In 1998 a trio of researchers at the University of Washington published a paper that many see as evidence that unconscious, or “implicit”, stereotyping is the rule rather than the exception. It is called the Implicit Association Test (IAT) and has become one of social psychology’s standard tools for measuring the degree to which an individual measures the strength of associations between concepts. I want to use this test as a tool to explain how every user categorizes information on a very basic level.

Here is how the test works:

In the IAT a subject responds to a series of items that are to be classified into four categories – typically, two representing a concept such as flowers versus insects and two representing an attribute discrimination such as pleasant versus unpleasant valence.

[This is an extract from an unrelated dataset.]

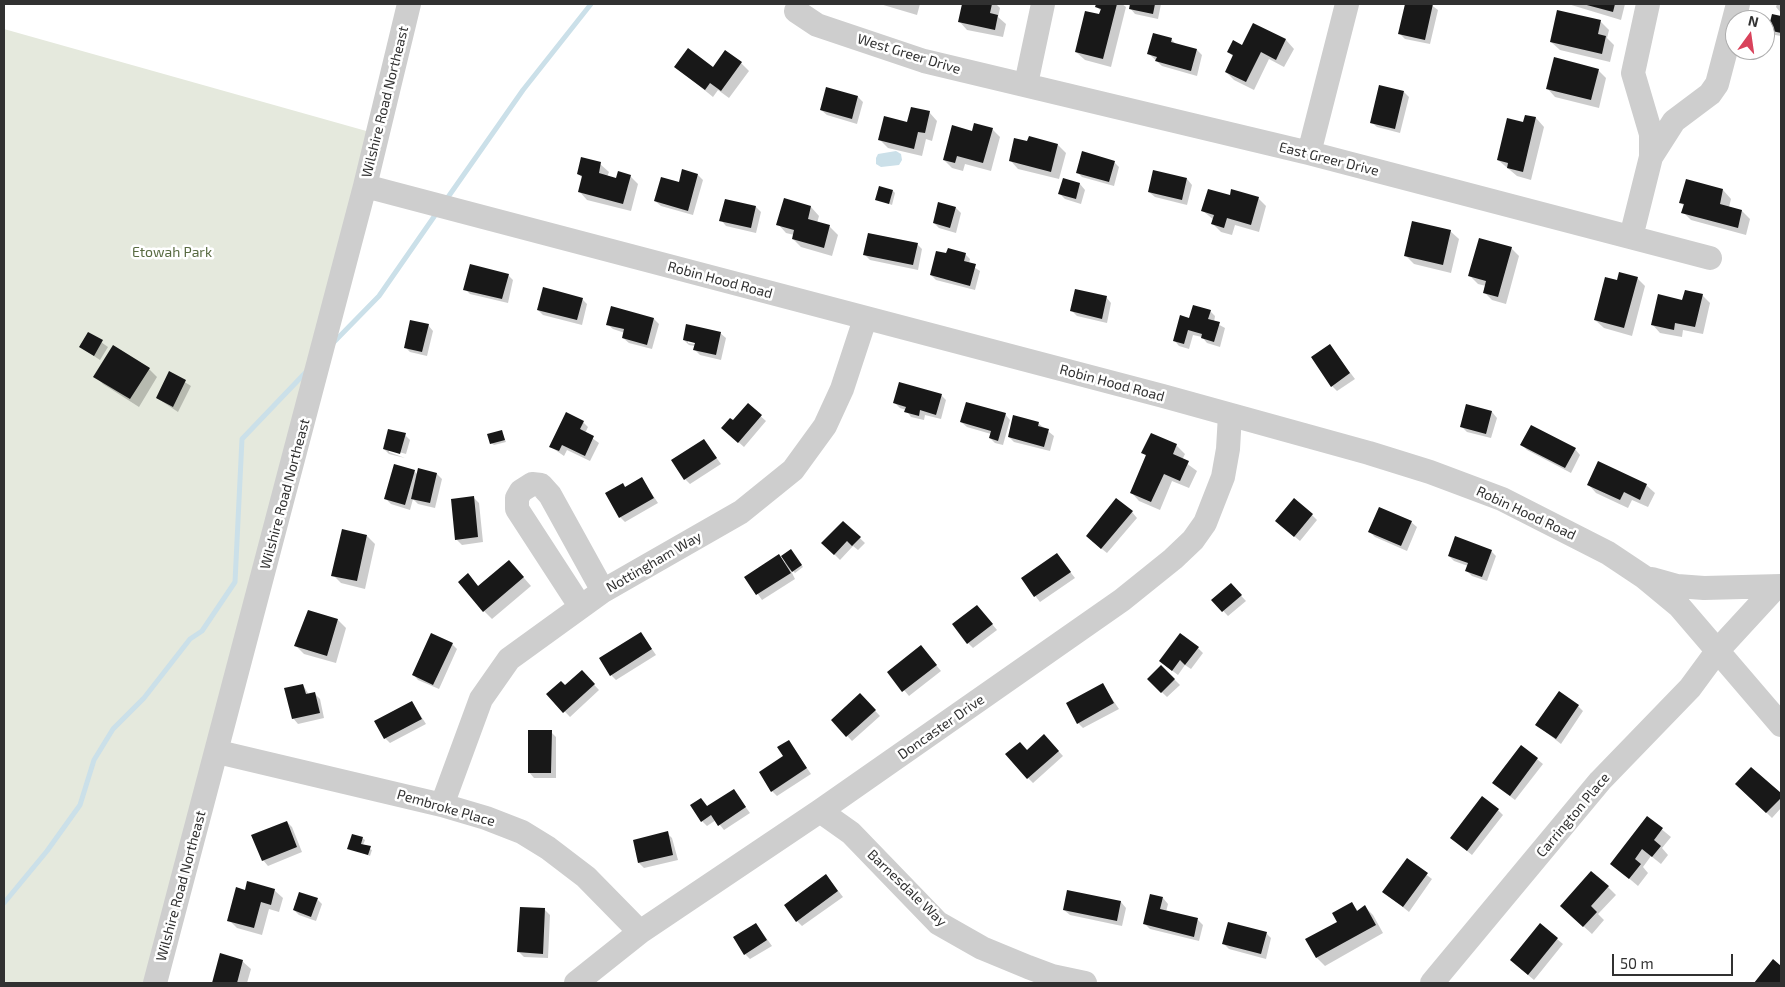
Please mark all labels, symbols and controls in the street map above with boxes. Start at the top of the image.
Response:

Here is what we can take away from the IAT: when the labeling you are asked to do follows your mental associations, it speeds you up, but when it mixes across associations, it slows you down. This means that every pattern that we can follow, understand, and which makes use of our knowledge of the world will make us move through content quickly, but when this knowledge and expectation is being challenged one has to slow down and think about what this means.

This categorizing and natural seeking for patterns in information can be used to an advantage.

DOPPLR’s ever-changing Logo

Anderson gives an example of how pattern seeking behavior was encouraged by DOPPLR, the free social networking service, launched in 2007, that allowed users to create itineraries of their travel plans.

When starting to use DOPPLR the logo would catch the users eye: it seemed to change. It was always six colored blocks but the colors shifted in subtle ways over time. The changes were never random – there were always remnants of the colors that had been seen previously. But was was the patter?

Since these changes were obviously not random, the user feels tempted to figure out the pattern, or rule, governing these changes. This is a puzzle to be solved!

Here is the solution: each city has a unique hex code and the colors change depending on every users travel pattern.

The DOPPLR timeline that corresponds with the DOPPLR logo

Conclusion

In her talk “| Are you Failing the Most Important Design Challenge?” at  World IA Day 2019 in New York, Whitney Quesenbery spoke about the importance of falling into the category of pleasant surprise when a user is interacting with a product or service. 

What We Expect VS. What We Get

When keeping in mind that a user is naturally categorizing information, a carefully designed service or product that can make use of slightly disrupting the flow, making the user think, creating a pattern out of it and ultimately letting the user find the solution, it can possibly create a very pleasant and engaging experience.

It is however important to remember to keep the challenge hard enough to keep the user engaged and easy enough to not let the user get frustrated.

In conclusion, it is important to acknowledge the fact that information is categorized on you website, app, digital interface, etc. and to understand what these categories are and patterns they create. Patterns can be used to create pleasant surprises to go from only decreasing friction on the site and to improving motivation to use it.

References 

Anderson, Stephen P. Seductive Interaction Design: Creating Playful, Fun, and Effective User Experience. Berkeley, California: New Riders, 2011.

Implicit Association Test (IAT). https://implicit.harvard.edu/implicit/index.jsp

Mlodinow, Leonard. Subliminal: How Your Unconscious Mind Rules Your Behavior. New York: Pantheon Books, 2012.

Porter, Joshua. Designing For Social Traction. 2011.

Quesenbery, Whitney. “| Are you Failing the Most Important Design Challenge?” at  World IA Day 2019 in New York. February, 2019.